Assignment :: When a record contains an image, skip the image and retype the rest of that record exactly.

** Opening Data extracts block **

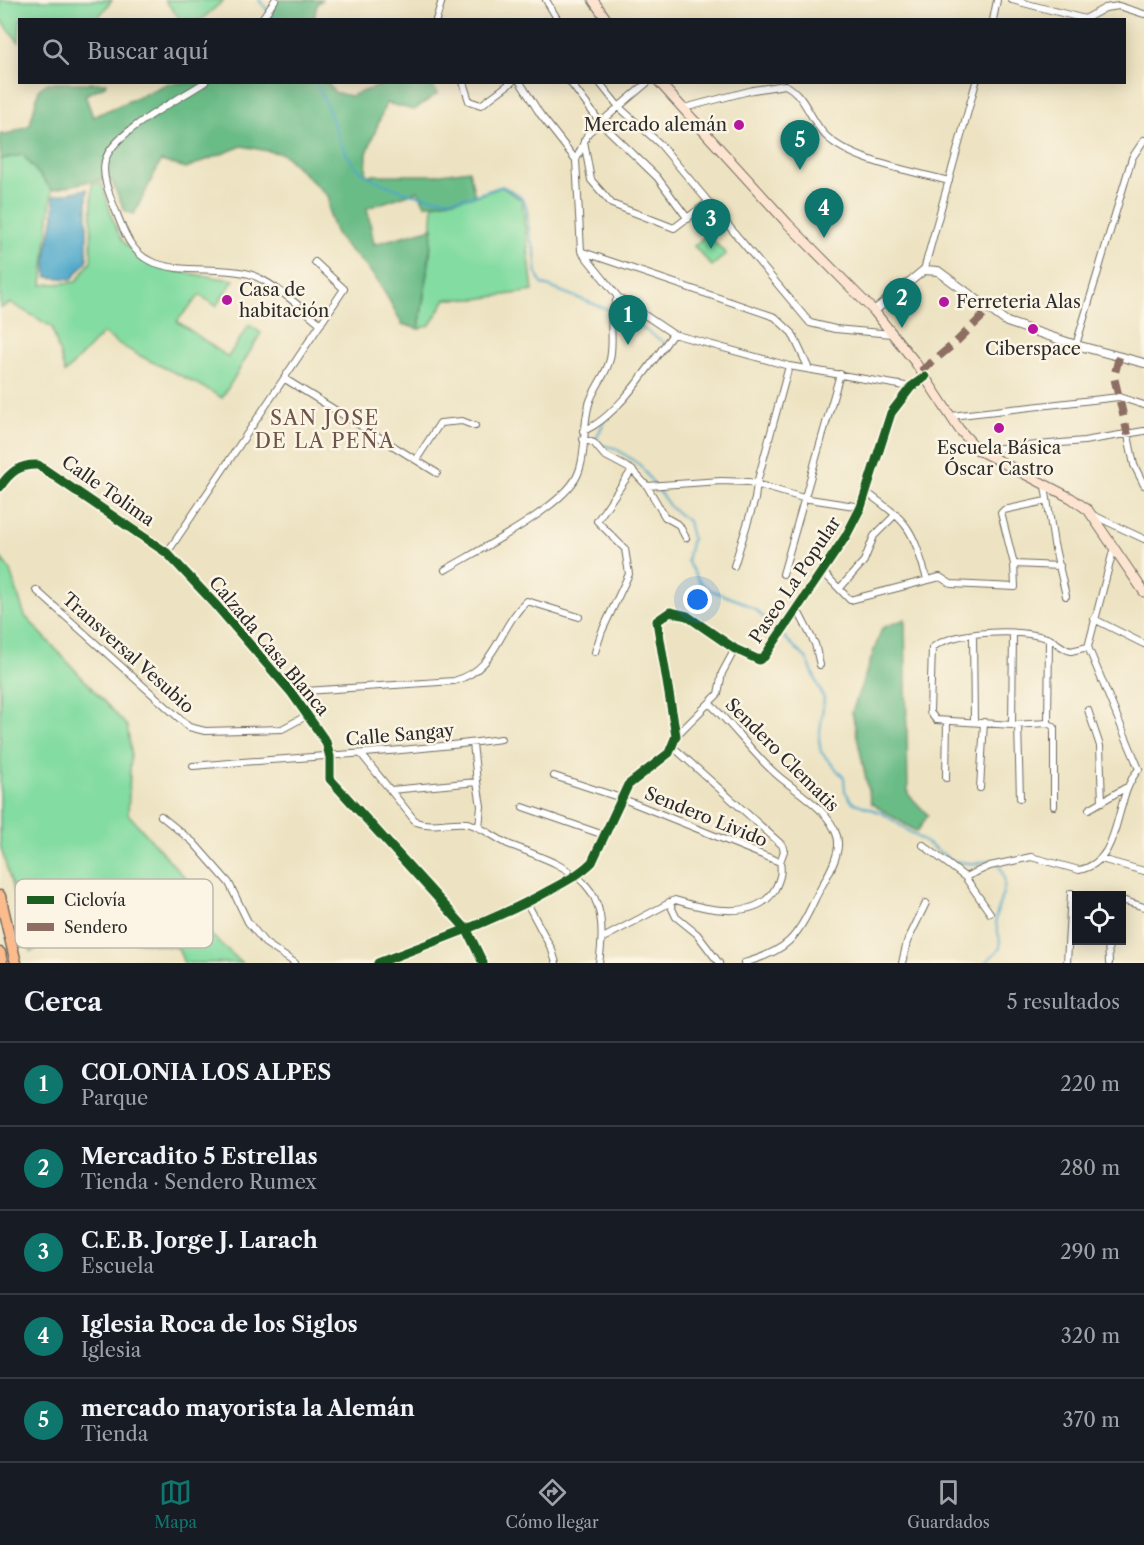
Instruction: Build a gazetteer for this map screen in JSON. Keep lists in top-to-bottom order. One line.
{"streets":{"street":["Calle Tolima","Paseo La Popular","Calzada Casa Blanca","Transversal Vesubio","Calle Sangay","Sendero Clematis","Sendero Livido"]},"crossings":[["Calle Tolima","Calzada Casa Blanca"],["Calzada Casa Blanca","Transversal Vesubio"],["Calzada Casa Blanca","Calle Sangay"]],"districts":["SAN JOSE DE LA PEÑA"],"places":["Mercado alemán","Casa de habitación","Ferreteria Alas","Ciberspace","Escuela Básica Óscar Castro"],"legend":["Ciclovía","Sendero"],"page":{"search":"Buscar aquí","pins":["5","4","3","2","1"],"heading":["Cerca","5 resultados"],"list":[{"mark":"1","name":"COLONIA LOS ALPES","note":"Parque","value":"220 m"},{"mark":"2","name":"Mercadito 5 Estrellas","note":"Tienda · Sendero Rumex","value":"280 m"},{"mark":"3","name":"C.E.B. Jorge J. Larach","note":"Escuela","value":"290 m"},{"mark":"4","name":"Iglesia Roca de los Siglos","note":"Iglesia","value":"320 m"},{"mark":"5","name":"mercado mayorista la Alemán","note":"Tienda","value":"370 m"}],"nav":["Mapa","Cómo llegar","Guardados"]}}
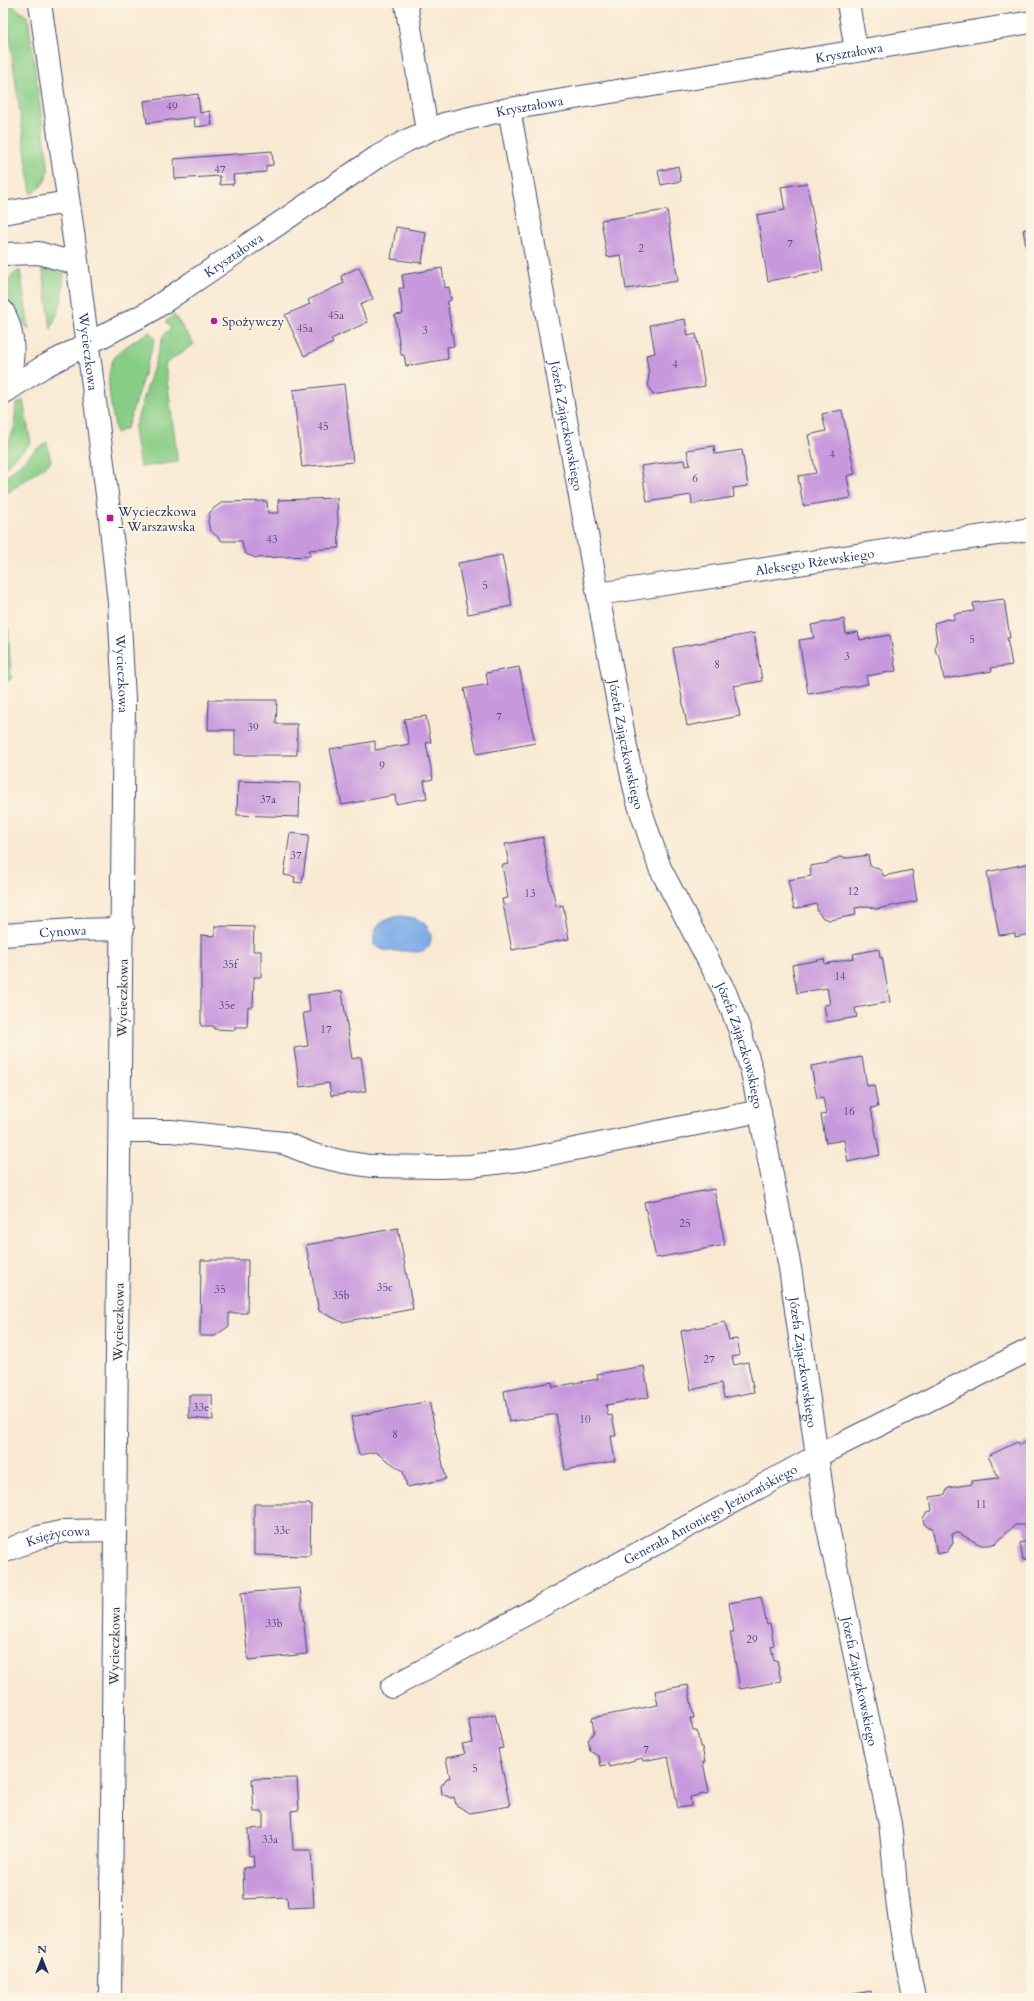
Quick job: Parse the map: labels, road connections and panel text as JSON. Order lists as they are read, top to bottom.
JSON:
{
  "streets": {
    "street": [
      "Kryształowa",
      "Wycieczkowa",
      "Józefa Zajączkowskiego",
      "Aleksego Rżewskiego",
      "Cynowa",
      "Generała Antoniego Jeziorańskiego",
      "Księżycowa"
    ]
  },
  "crossings": [
    ["Kryształowa", "Wycieczkowa"],
    ["Kryształowa", "Józefa Zajączkowskiego"],
    ["Wycieczkowa", "Cynowa"],
    ["Wycieczkowa", "Księżycowa"],
    ["Józefa Zajączkowskiego", "Aleksego Rżewskiego"],
    ["Józefa Zajączkowskiego", "Generała Antoniego Jeziorańskiego"]
  ],
  "places": {
    "other": ["Spożywczy"],
    "transit": ["Wycieczkowa - Warszawska"]
  },
  "house_numbers": [
    "49",
    "47",
    "7",
    "2",
    "45a",
    "45a",
    "3",
    "4",
    "45",
    "4",
    "6",
    "43",
    "5",
    "5",
    "3",
    "8",
    "7",
    "39",
    "9",
    "37a",
    "37",
    "12",
    "13",
    "35f",
    "14",
    "35e",
    "17",
    "16",
    "25",
    "35c",
    "35",
    "35b",
    "27",
    "33e",
    "10",
    "8",
    "11",
    "33c",
    "33b",
    "29",
    "7",
    "5",
    "33a"
  ],
  "north": "top"
}
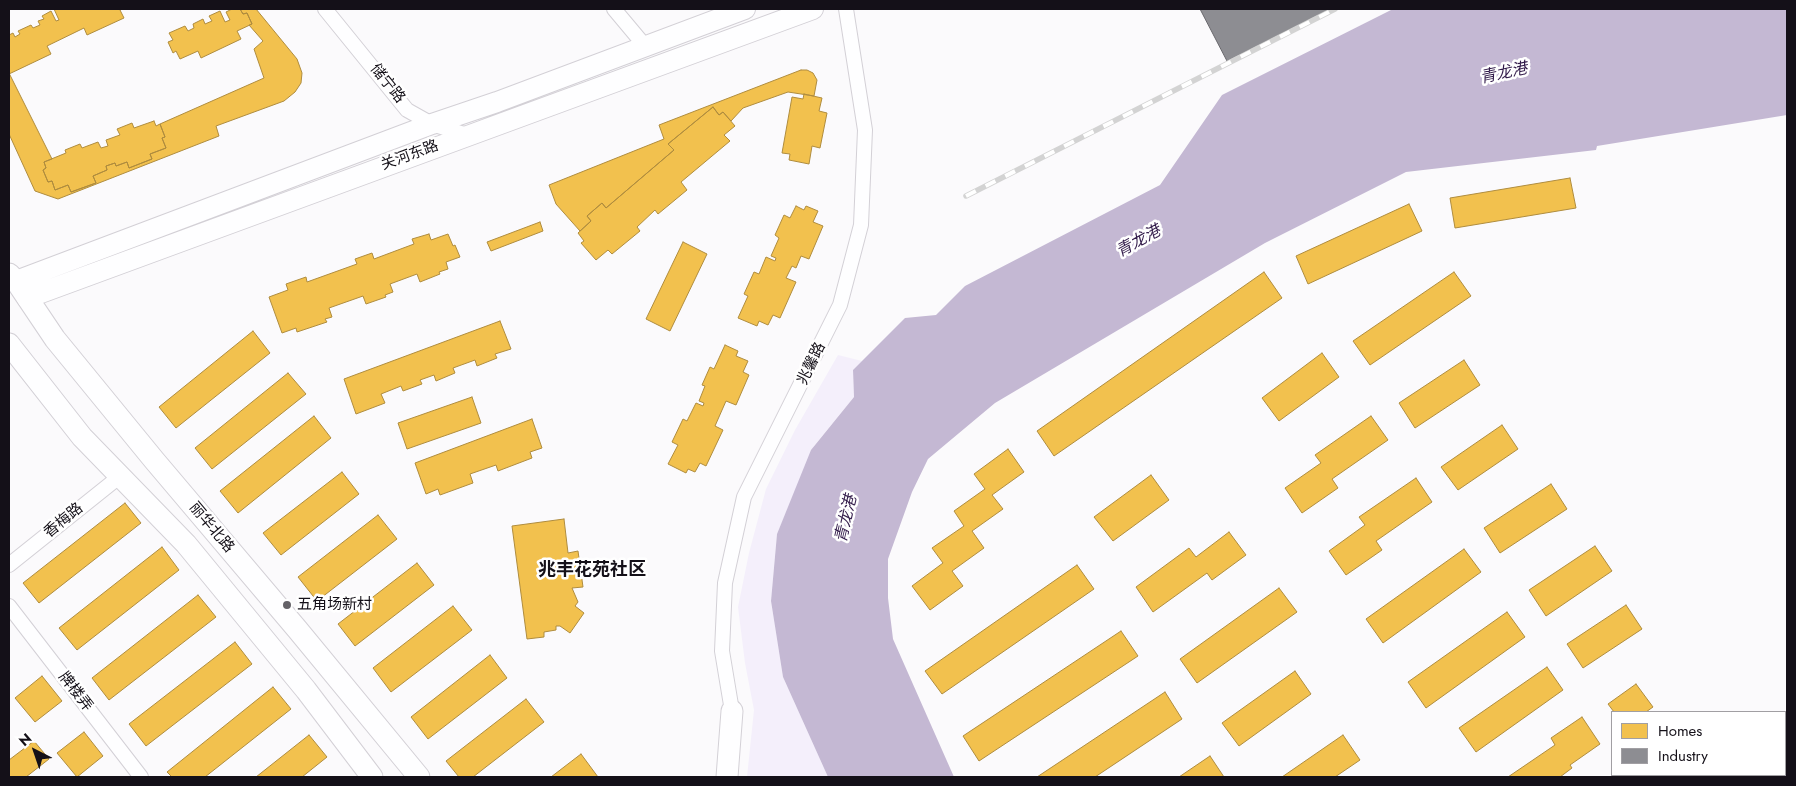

** Closing Data extracts block **

Solution below ::
Instruction: Build a gazetteer for this map screen in JSON. Keep lists in top-to-bottom order. One line.
{"streets":{"street":["Calle Tolima","Paseo La Popular","Calzada Casa Blanca","Transversal Vesubio","Calle Sangay","Sendero Clematis","Sendero Livido"]},"crossings":[["Calle Tolima","Calzada Casa Blanca"],["Calzada Casa Blanca","Transversal Vesubio"],["Calzada Casa Blanca","Calle Sangay"]],"districts":["SAN JOSE DE LA PEÑA"],"places":["Mercado alemán","Casa de habitación","Ferreteria Alas","Ciberspace","Escuela Básica Óscar Castro"],"legend":["Ciclovía","Sendero"],"page":{"search":"Buscar aquí","pins":["5","4","3","2","1"],"heading":["Cerca","5 resultados"],"list":[{"mark":"1","name":"COLONIA LOS ALPES","note":"Parque","value":"220 m"},{"mark":"2","name":"Mercadito 5 Estrellas","note":"Tienda · Sendero Rumex","value":"280 m"},{"mark":"3","name":"C.E.B. Jorge J. Larach","note":"Escuela","value":"290 m"},{"mark":"4","name":"Iglesia Roca de los Siglos","note":"Iglesia","value":"320 m"},{"mark":"5","name":"mercado mayorista la Alemán","note":"Tienda","value":"370 m"}],"nav":["Mapa","Cómo llegar","Guardados"]}}
Quick job: Parse the map: labels, road connections and panel text as JSON. Order lists as they are read, top to bottom.
JSON:
{
  "streets": {
    "street": [
      "Kryształowa",
      "Wycieczkowa",
      "Józefa Zajączkowskiego",
      "Aleksego Rżewskiego",
      "Cynowa",
      "Generała Antoniego Jeziorańskiego",
      "Księżycowa"
    ]
  },
  "crossings": [
    ["Kryształowa", "Wycieczkowa"],
    ["Kryształowa", "Józefa Zajączkowskiego"],
    ["Wycieczkowa", "Cynowa"],
    ["Wycieczkowa", "Księżycowa"],
    ["Józefa Zajączkowskiego", "Aleksego Rżewskiego"],
    ["Józefa Zajączkowskiego", "Generała Antoniego Jeziorańskiego"]
  ],
  "places": {
    "other": ["Spożywczy"],
    "transit": ["Wycieczkowa - Warszawska"]
  },
  "house_numbers": [
    "49",
    "47",
    "7",
    "2",
    "45a",
    "45a",
    "3",
    "4",
    "45",
    "4",
    "6",
    "43",
    "5",
    "5",
    "3",
    "8",
    "7",
    "39",
    "9",
    "37a",
    "37",
    "12",
    "13",
    "35f",
    "14",
    "35e",
    "17",
    "16",
    "25",
    "35c",
    "35",
    "35b",
    "27",
    "33e",
    "10",
    "8",
    "11",
    "33c",
    "33b",
    "29",
    "7",
    "5",
    "33a"
  ],
  "north": "top"
}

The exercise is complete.